REQUIREMENT. Provide a verbatim copy of the data below.

** DATA TO USE follows **

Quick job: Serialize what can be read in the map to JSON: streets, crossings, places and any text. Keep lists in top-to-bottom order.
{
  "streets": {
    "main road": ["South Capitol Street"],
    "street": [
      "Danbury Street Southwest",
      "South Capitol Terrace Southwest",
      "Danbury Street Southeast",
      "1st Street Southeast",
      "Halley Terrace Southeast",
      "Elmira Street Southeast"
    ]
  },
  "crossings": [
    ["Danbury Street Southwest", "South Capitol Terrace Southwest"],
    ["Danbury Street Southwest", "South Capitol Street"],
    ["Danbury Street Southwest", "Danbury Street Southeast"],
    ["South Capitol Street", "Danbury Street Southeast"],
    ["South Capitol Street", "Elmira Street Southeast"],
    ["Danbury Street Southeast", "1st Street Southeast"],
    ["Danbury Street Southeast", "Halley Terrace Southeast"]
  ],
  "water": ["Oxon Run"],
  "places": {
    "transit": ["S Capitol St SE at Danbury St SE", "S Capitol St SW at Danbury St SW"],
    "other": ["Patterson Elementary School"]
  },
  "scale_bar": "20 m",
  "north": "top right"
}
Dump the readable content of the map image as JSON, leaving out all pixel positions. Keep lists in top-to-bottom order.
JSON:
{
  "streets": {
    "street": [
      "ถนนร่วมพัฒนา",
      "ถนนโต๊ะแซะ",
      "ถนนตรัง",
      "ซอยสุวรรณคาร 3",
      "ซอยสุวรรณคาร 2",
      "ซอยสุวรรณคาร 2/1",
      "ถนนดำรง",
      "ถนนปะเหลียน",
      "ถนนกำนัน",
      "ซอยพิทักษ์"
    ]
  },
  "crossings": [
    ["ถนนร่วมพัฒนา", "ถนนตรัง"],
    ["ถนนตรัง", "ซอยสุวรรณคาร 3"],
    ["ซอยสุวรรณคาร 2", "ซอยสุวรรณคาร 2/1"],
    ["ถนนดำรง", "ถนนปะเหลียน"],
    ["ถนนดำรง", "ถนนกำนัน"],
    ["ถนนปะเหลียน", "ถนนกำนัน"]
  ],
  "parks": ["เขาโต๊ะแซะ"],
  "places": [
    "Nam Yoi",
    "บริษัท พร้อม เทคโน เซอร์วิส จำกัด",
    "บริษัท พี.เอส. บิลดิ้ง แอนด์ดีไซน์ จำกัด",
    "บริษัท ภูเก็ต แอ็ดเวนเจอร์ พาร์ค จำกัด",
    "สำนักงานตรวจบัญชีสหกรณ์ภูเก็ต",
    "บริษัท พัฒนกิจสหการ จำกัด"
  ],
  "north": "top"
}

** End of DATA TO USE **

COMPLETED EXERCISE.
Quick job: Serialize what can be read in the map to JSON: streets, crossings, places and any text. Keep lists in top-to-bottom order.
{
  "streets": {
    "main road": ["South Capitol Street"],
    "street": [
      "Danbury Street Southwest",
      "South Capitol Terrace Southwest",
      "Danbury Street Southeast",
      "1st Street Southeast",
      "Halley Terrace Southeast",
      "Elmira Street Southeast"
    ]
  },
  "crossings": [
    ["Danbury Street Southwest", "South Capitol Terrace Southwest"],
    ["Danbury Street Southwest", "South Capitol Street"],
    ["Danbury Street Southwest", "Danbury Street Southeast"],
    ["South Capitol Street", "Danbury Street Southeast"],
    ["South Capitol Street", "Elmira Street Southeast"],
    ["Danbury Street Southeast", "1st Street Southeast"],
    ["Danbury Street Southeast", "Halley Terrace Southeast"]
  ],
  "water": ["Oxon Run"],
  "places": {
    "transit": ["S Capitol St SE at Danbury St SE", "S Capitol St SW at Danbury St SW"],
    "other": ["Patterson Elementary School"]
  },
  "scale_bar": "20 m",
  "north": "top right"
}
Dump the readable content of the map image as JSON, leaving out all pixel positions. Keep lists in top-to-bottom order.
JSON:
{
  "streets": {
    "street": [
      "ถนนร่วมพัฒนา",
      "ถนนโต๊ะแซะ",
      "ถนนตรัง",
      "ซอยสุวรรณคาร 3",
      "ซอยสุวรรณคาร 2",
      "ซอยสุวรรณคาร 2/1",
      "ถนนดำรง",
      "ถนนปะเหลียน",
      "ถนนกำนัน",
      "ซอยพิทักษ์"
    ]
  },
  "crossings": [
    ["ถนนร่วมพัฒนา", "ถนนตรัง"],
    ["ถนนตรัง", "ซอยสุวรรณคาร 3"],
    ["ซอยสุวรรณคาร 2", "ซอยสุวรรณคาร 2/1"],
    ["ถนนดำรง", "ถนนปะเหลียน"],
    ["ถนนดำรง", "ถนนกำนัน"],
    ["ถนนปะเหลียน", "ถนนกำนัน"]
  ],
  "parks": ["เขาโต๊ะแซะ"],
  "places": [
    "Nam Yoi",
    "บริษัท พร้อม เทคโน เซอร์วิส จำกัด",
    "บริษัท พี.เอส. บิลดิ้ง แอนด์ดีไซน์ จำกัด",
    "บริษัท ภูเก็ต แอ็ดเวนเจอร์ พาร์ค จำกัด",
    "สำนักงานตรวจบัญชีสหกรณ์ภูเก็ต",
    "บริษัท พัฒนกิจสหการ จำกัด"
  ],
  "north": "top"
}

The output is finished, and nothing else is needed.